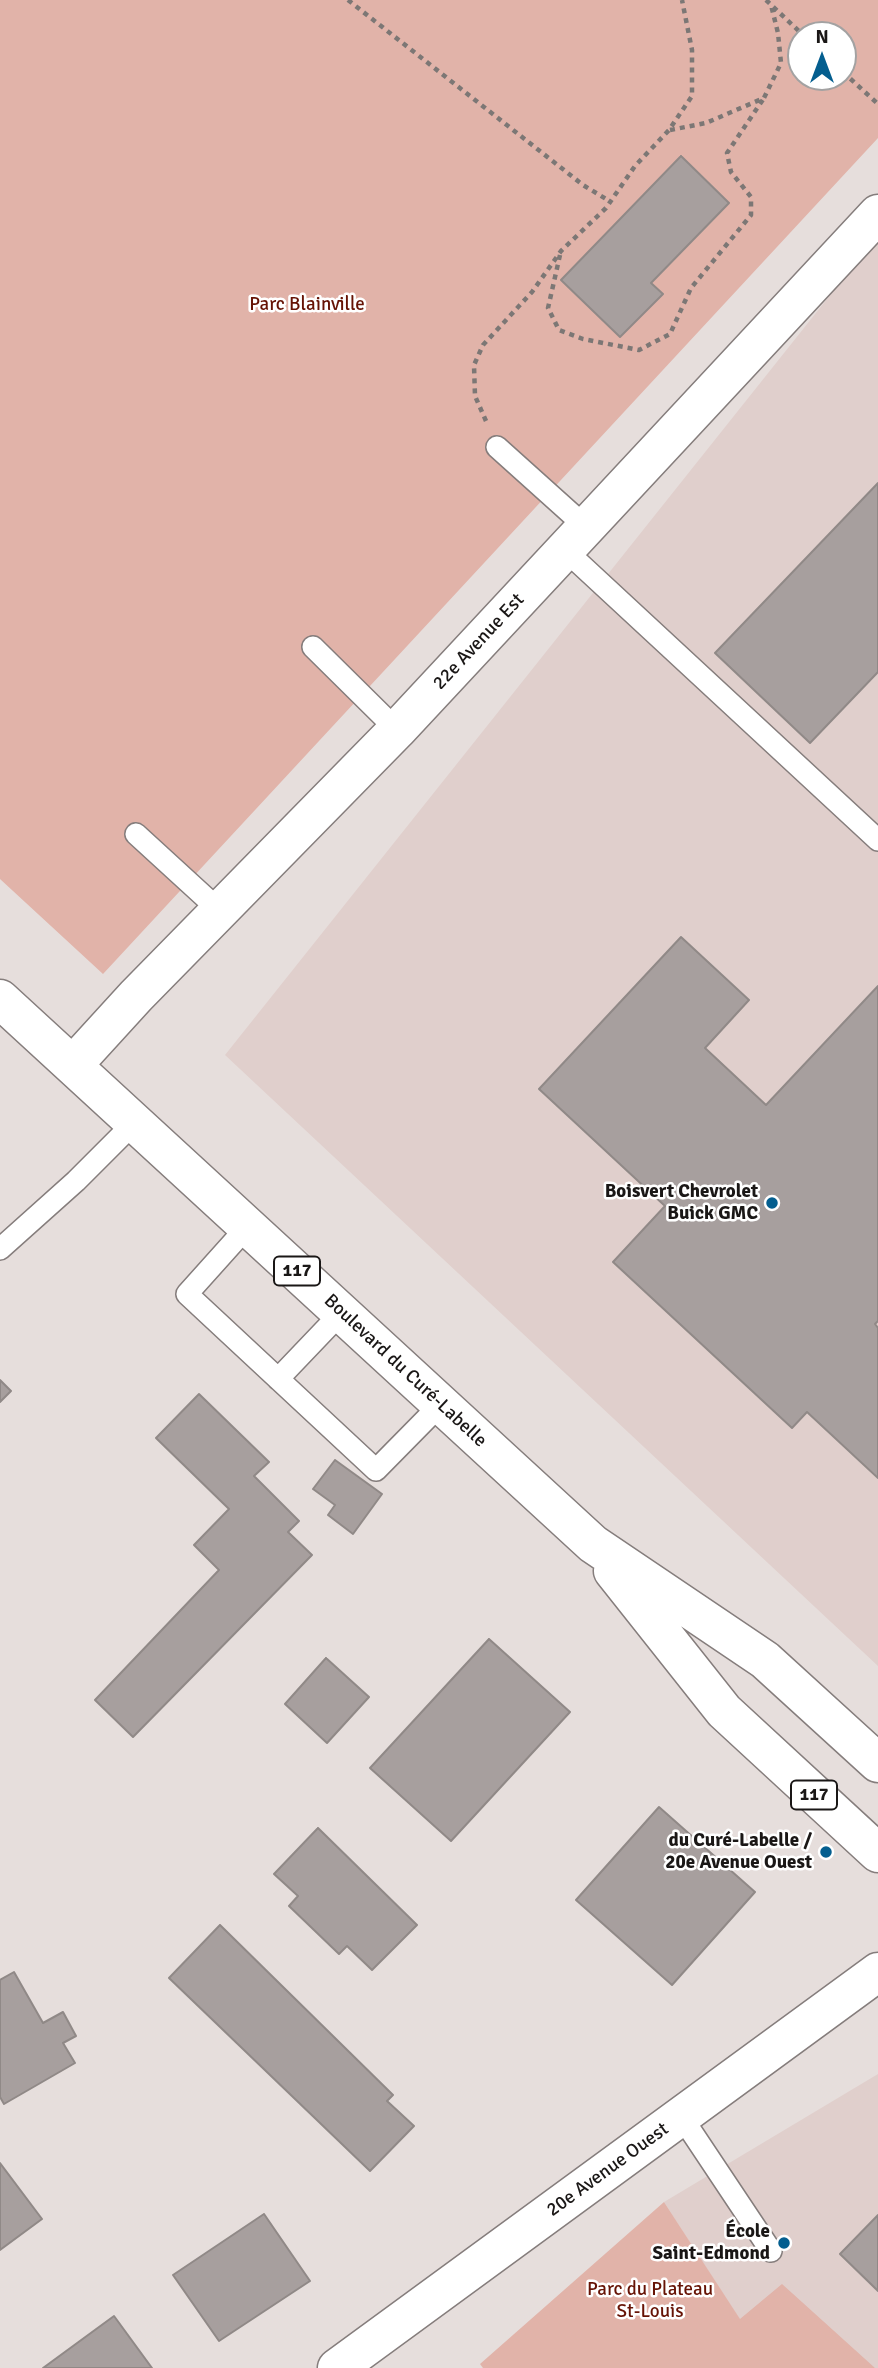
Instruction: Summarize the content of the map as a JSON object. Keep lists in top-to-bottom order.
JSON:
{
  "streets": {
    "street": [
      "22e Avenue Est",
      "117",
      "Boulevard du Curé-Labelle",
      "20e Avenue Ouest"
    ]
  },
  "crossings": [
    ["22e Avenue Est", "Boulevard du Curé-Labelle"]
  ],
  "parks": ["Parc Blainville", "Parc du Plateau St-Louis"],
  "places": ["Boisvert Chevrolet Buick GMC", "du Curé-Labelle / 20e Avenue Ouest", "École Saint-Edmond"],
  "north": "top"
}
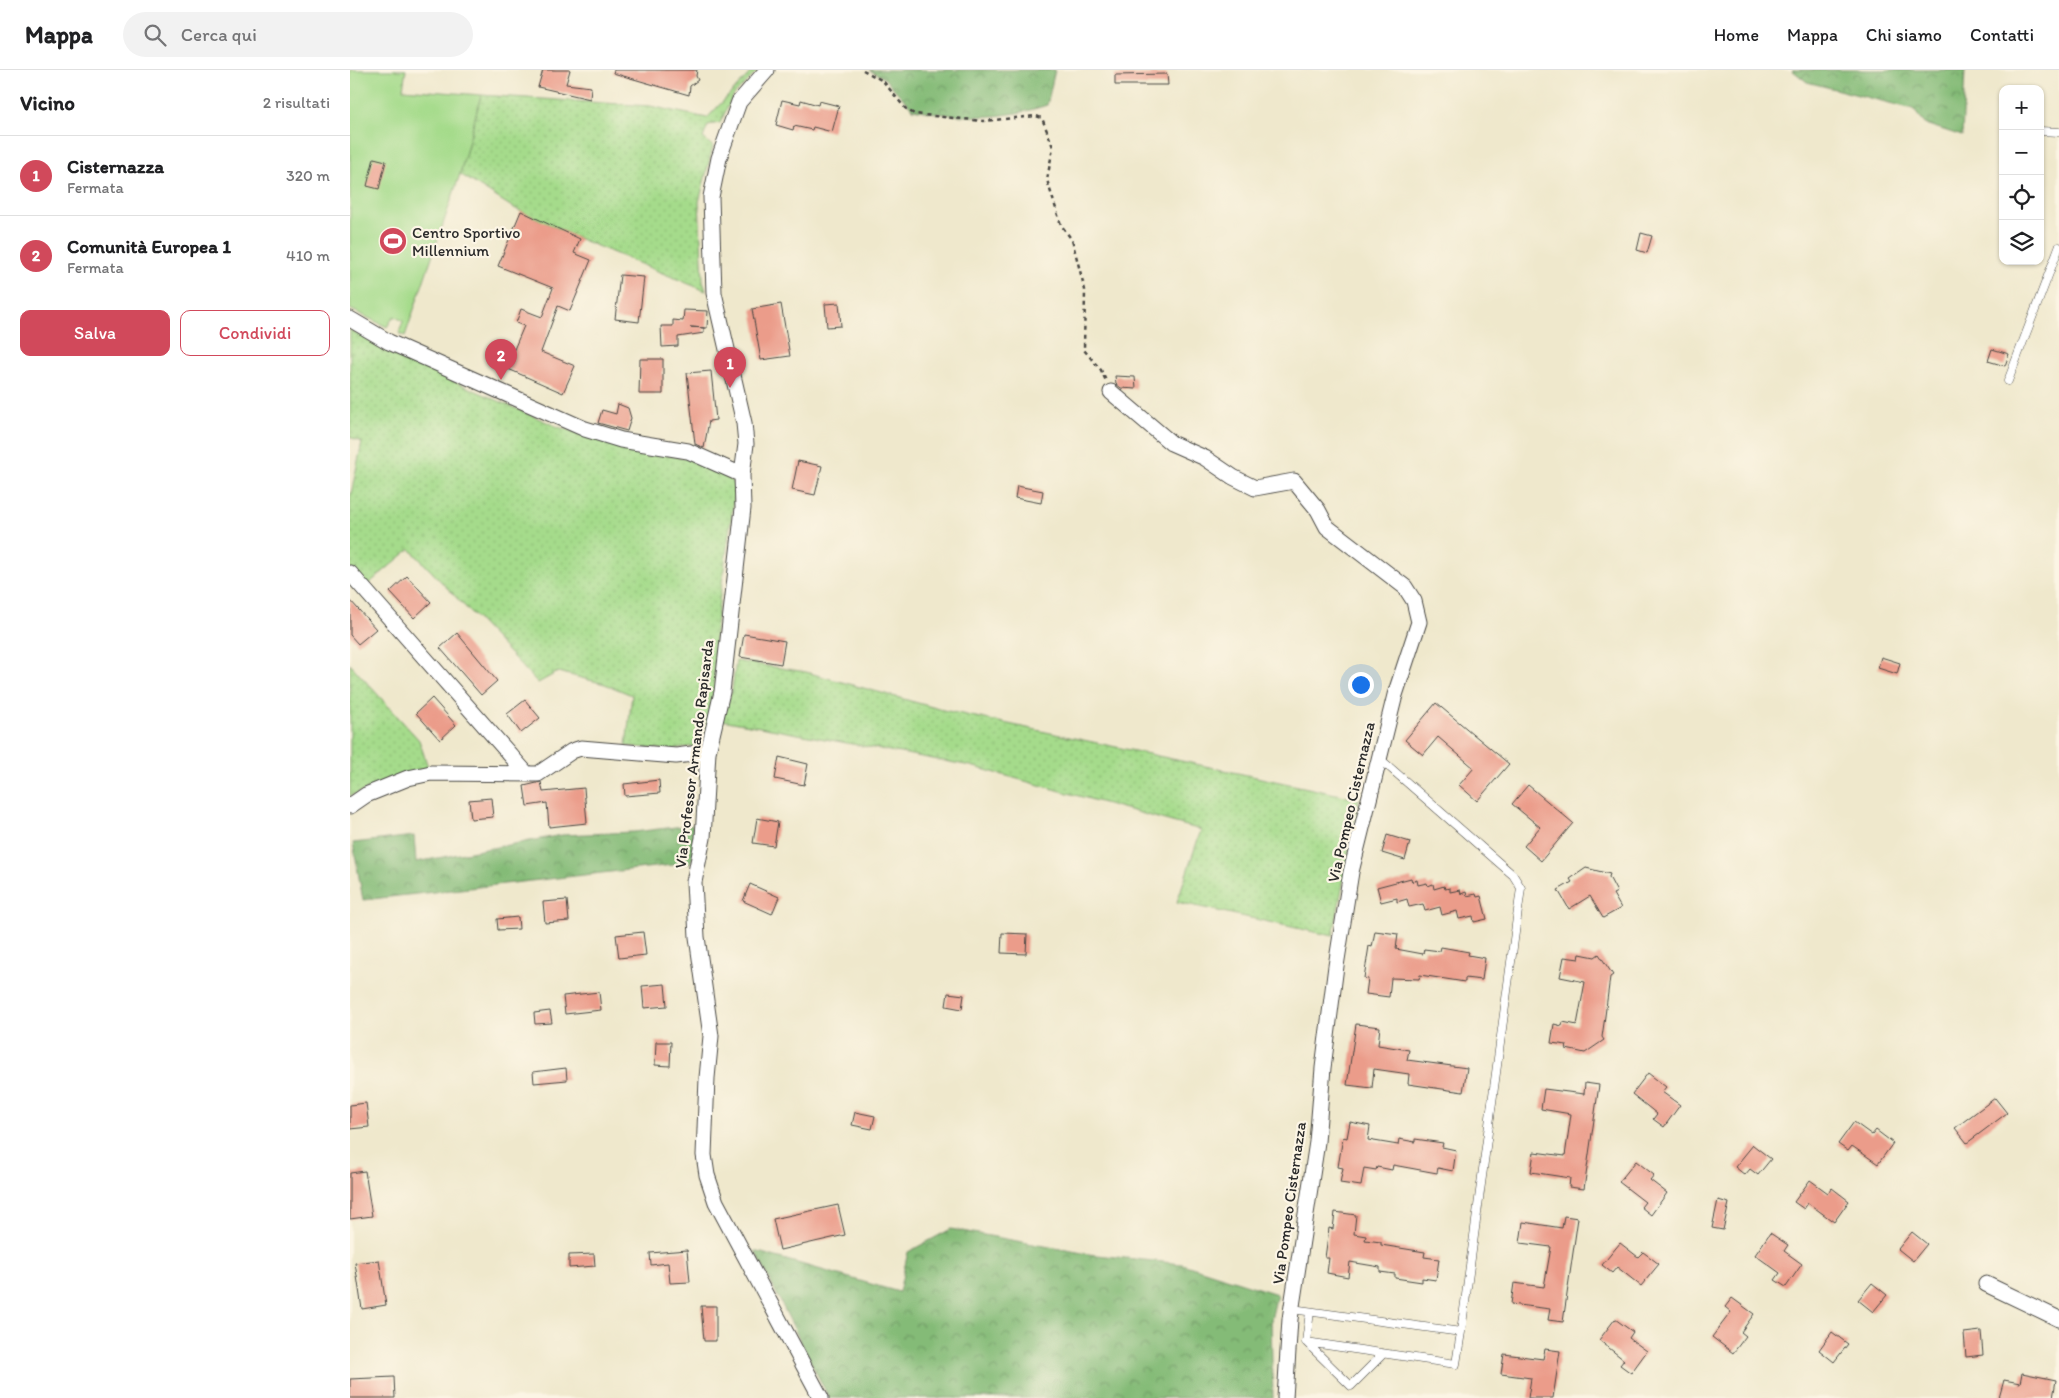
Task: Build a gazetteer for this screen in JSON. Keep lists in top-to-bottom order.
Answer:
{
  "streets": {
    "street": ["Via Professor Armando Rapisarda", "Via Pompeo Cisternazza"]
  },
  "places": {
    "sports": ["Centro Sportivo Millennium"]
  },
  "page": {
    "header": "Mappa",
    "search": "Cerca qui",
    "nav": [
      "Home",
      "Mappa",
      "Chi siamo",
      "Contatti"
    ],
    "heading": ["Vicino", "2 risultati"],
    "map_buttons": ["+", "−"],
    "list": [
      {
        "mark": "1",
        "name": "Cisternazza",
        "note": "Fermata",
        "value": "320 m"
      },
      {
        "mark": "2",
        "name": "Comunità Europea 1",
        "note": "Fermata",
        "value": "410 m"
      }
    ],
    "buttons": ["Salva", "Condividi"],
    "pins": ["2", "1"]
  }
}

┄┄┄┄┄┄

**What is needed:** Which of the lines above include the word "bottom"? Copy each of them.

**Response box:**
Instruction: Summarize the content of the map as a JSON object. Keep lists in top-to-bottom order.
Task: Build a gazetteer for this screen in JSON. Keep lists in top-to-bottom order.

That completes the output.